Check each line of the entries below for the word "border" and state only how many lines have it.
Top of Records provided
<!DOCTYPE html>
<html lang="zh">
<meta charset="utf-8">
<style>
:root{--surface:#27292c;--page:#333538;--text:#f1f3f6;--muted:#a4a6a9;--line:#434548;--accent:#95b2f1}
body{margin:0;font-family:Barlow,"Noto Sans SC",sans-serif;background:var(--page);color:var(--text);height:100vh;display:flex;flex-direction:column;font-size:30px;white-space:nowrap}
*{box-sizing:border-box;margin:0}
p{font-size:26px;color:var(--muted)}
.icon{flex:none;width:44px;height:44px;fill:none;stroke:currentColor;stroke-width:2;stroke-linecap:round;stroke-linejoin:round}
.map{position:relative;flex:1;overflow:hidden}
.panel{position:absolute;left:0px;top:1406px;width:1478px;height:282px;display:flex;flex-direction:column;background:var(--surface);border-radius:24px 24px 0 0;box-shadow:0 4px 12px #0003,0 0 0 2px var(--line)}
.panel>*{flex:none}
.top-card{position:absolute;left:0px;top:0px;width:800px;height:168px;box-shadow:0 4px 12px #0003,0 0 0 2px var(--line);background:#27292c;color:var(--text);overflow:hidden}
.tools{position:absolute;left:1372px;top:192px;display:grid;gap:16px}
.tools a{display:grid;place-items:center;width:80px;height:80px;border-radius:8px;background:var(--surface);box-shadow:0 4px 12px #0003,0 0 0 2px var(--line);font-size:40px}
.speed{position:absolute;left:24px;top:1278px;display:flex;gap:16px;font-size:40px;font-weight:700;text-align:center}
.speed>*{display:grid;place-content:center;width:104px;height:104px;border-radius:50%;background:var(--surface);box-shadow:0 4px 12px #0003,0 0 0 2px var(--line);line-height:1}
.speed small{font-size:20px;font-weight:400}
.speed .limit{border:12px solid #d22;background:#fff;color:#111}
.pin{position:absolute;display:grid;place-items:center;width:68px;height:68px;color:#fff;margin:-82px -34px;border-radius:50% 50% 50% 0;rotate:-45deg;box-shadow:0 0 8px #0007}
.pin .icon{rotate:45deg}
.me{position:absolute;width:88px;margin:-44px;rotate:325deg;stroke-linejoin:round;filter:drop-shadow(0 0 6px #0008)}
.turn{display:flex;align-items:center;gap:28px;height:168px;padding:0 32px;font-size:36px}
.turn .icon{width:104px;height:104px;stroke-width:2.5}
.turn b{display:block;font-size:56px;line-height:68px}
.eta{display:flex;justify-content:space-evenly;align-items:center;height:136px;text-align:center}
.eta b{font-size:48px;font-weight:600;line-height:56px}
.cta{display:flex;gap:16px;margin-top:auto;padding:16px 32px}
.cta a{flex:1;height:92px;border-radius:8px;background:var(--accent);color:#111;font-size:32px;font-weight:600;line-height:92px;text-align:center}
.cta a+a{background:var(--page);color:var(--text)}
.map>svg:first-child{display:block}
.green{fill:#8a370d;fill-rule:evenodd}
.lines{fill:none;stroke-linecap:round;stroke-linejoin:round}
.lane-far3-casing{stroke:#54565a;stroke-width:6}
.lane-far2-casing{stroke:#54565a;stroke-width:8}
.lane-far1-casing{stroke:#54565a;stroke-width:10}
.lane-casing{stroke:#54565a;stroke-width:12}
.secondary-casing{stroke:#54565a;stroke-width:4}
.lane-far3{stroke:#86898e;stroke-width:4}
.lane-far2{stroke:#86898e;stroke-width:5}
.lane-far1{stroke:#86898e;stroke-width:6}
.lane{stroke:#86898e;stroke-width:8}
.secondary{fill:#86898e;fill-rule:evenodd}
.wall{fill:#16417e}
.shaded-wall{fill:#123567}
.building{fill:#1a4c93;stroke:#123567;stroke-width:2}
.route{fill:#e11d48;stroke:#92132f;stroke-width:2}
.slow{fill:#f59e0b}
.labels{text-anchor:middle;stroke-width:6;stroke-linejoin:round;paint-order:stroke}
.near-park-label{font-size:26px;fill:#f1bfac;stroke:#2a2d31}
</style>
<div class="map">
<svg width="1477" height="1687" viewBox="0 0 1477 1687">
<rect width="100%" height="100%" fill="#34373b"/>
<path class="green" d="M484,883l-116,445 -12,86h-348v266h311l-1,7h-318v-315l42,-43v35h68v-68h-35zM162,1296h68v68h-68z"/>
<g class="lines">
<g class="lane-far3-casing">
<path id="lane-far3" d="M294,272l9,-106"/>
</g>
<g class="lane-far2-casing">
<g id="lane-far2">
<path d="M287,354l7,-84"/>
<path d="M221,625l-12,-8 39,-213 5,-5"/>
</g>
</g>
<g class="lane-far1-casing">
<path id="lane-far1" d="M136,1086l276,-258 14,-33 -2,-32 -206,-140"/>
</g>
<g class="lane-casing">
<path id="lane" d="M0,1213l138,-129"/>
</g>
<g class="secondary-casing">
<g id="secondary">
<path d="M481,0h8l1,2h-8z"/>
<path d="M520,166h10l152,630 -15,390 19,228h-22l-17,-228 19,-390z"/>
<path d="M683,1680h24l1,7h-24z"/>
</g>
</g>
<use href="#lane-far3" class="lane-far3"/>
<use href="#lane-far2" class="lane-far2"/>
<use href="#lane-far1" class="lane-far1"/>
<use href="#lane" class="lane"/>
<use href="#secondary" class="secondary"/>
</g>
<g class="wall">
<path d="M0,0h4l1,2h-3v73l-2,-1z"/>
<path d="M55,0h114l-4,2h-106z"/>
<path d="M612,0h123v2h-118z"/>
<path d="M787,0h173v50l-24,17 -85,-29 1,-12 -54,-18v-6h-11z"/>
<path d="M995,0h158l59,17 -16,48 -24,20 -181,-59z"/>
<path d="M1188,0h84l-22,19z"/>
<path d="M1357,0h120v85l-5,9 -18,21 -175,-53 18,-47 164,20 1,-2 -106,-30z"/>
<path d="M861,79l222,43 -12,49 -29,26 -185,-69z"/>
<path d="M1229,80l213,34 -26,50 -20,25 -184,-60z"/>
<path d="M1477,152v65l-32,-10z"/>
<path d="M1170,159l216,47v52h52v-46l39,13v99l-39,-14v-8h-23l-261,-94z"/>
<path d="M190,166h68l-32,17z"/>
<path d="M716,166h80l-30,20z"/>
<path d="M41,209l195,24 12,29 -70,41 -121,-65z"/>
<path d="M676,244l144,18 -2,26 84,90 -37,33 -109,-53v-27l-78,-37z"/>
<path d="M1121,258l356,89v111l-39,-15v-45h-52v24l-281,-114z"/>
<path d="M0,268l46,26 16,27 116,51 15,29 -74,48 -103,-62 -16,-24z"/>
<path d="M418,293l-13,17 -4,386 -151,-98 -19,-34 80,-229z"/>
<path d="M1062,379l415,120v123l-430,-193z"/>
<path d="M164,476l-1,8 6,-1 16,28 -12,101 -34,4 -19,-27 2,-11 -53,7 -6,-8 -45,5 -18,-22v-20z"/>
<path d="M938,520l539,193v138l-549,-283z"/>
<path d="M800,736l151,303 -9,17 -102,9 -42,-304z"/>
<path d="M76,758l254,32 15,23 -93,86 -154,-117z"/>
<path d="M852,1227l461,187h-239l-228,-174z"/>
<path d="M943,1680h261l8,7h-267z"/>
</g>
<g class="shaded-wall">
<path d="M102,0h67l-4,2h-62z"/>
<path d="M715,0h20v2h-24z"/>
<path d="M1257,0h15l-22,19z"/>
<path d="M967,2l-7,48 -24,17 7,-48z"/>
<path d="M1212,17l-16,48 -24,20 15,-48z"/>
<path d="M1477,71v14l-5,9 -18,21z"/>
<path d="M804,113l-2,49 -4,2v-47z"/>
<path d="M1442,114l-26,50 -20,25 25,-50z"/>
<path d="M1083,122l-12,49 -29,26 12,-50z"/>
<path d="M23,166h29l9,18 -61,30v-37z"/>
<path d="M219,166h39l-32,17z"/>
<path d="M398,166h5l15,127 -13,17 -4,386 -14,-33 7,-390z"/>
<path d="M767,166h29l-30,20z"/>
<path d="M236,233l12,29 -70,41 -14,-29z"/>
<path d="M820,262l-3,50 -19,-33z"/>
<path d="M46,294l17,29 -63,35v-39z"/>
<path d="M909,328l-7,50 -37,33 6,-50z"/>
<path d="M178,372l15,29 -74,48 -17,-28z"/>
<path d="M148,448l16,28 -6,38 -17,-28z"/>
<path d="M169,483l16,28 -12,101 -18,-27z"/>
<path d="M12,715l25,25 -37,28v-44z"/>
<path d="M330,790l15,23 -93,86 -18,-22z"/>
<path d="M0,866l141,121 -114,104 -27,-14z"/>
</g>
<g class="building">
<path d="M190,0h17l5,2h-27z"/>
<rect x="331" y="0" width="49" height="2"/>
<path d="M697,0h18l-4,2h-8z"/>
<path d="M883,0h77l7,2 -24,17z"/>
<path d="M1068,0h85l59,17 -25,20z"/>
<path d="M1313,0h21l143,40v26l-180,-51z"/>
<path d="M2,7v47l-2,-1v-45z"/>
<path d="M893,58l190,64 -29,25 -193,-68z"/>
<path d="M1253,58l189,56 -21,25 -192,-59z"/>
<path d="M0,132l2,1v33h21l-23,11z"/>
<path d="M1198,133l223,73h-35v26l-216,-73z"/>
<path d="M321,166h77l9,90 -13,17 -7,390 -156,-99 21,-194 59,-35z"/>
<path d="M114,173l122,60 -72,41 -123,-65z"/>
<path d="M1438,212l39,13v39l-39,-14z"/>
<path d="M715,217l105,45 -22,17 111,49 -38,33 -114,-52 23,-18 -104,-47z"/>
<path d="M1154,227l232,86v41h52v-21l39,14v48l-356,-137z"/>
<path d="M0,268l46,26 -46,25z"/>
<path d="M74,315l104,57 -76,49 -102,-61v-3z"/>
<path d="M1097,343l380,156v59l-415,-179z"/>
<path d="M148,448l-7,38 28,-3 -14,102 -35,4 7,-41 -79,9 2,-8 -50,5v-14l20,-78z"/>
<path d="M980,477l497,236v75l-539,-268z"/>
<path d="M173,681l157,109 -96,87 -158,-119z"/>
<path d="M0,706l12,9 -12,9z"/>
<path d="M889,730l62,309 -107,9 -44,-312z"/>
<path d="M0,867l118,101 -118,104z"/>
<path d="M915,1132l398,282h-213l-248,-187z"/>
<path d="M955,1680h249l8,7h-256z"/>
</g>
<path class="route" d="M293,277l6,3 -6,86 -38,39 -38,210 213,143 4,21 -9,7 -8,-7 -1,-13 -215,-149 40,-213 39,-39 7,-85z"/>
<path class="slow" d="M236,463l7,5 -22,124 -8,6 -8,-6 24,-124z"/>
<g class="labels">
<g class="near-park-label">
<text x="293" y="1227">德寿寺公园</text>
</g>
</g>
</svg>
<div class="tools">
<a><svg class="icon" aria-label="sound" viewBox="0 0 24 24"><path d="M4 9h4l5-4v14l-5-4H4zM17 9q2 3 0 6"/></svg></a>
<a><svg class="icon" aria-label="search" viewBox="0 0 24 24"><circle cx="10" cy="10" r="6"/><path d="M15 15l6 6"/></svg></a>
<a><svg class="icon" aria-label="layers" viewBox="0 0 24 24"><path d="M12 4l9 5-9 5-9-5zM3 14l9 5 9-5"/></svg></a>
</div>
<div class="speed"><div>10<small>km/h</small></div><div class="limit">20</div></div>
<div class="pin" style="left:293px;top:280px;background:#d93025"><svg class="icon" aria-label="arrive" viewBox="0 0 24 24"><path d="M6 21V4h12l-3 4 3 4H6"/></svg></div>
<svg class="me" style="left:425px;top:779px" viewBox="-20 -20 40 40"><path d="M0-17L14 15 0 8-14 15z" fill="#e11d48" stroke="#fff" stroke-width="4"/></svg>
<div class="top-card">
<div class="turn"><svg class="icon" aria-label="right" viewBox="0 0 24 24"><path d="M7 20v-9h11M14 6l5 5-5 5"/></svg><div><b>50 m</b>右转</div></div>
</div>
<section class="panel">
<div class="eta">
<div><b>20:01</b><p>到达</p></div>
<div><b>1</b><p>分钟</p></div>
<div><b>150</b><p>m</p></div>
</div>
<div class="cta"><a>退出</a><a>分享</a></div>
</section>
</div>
Bottom of Records provided
▸ **Solved problem**
7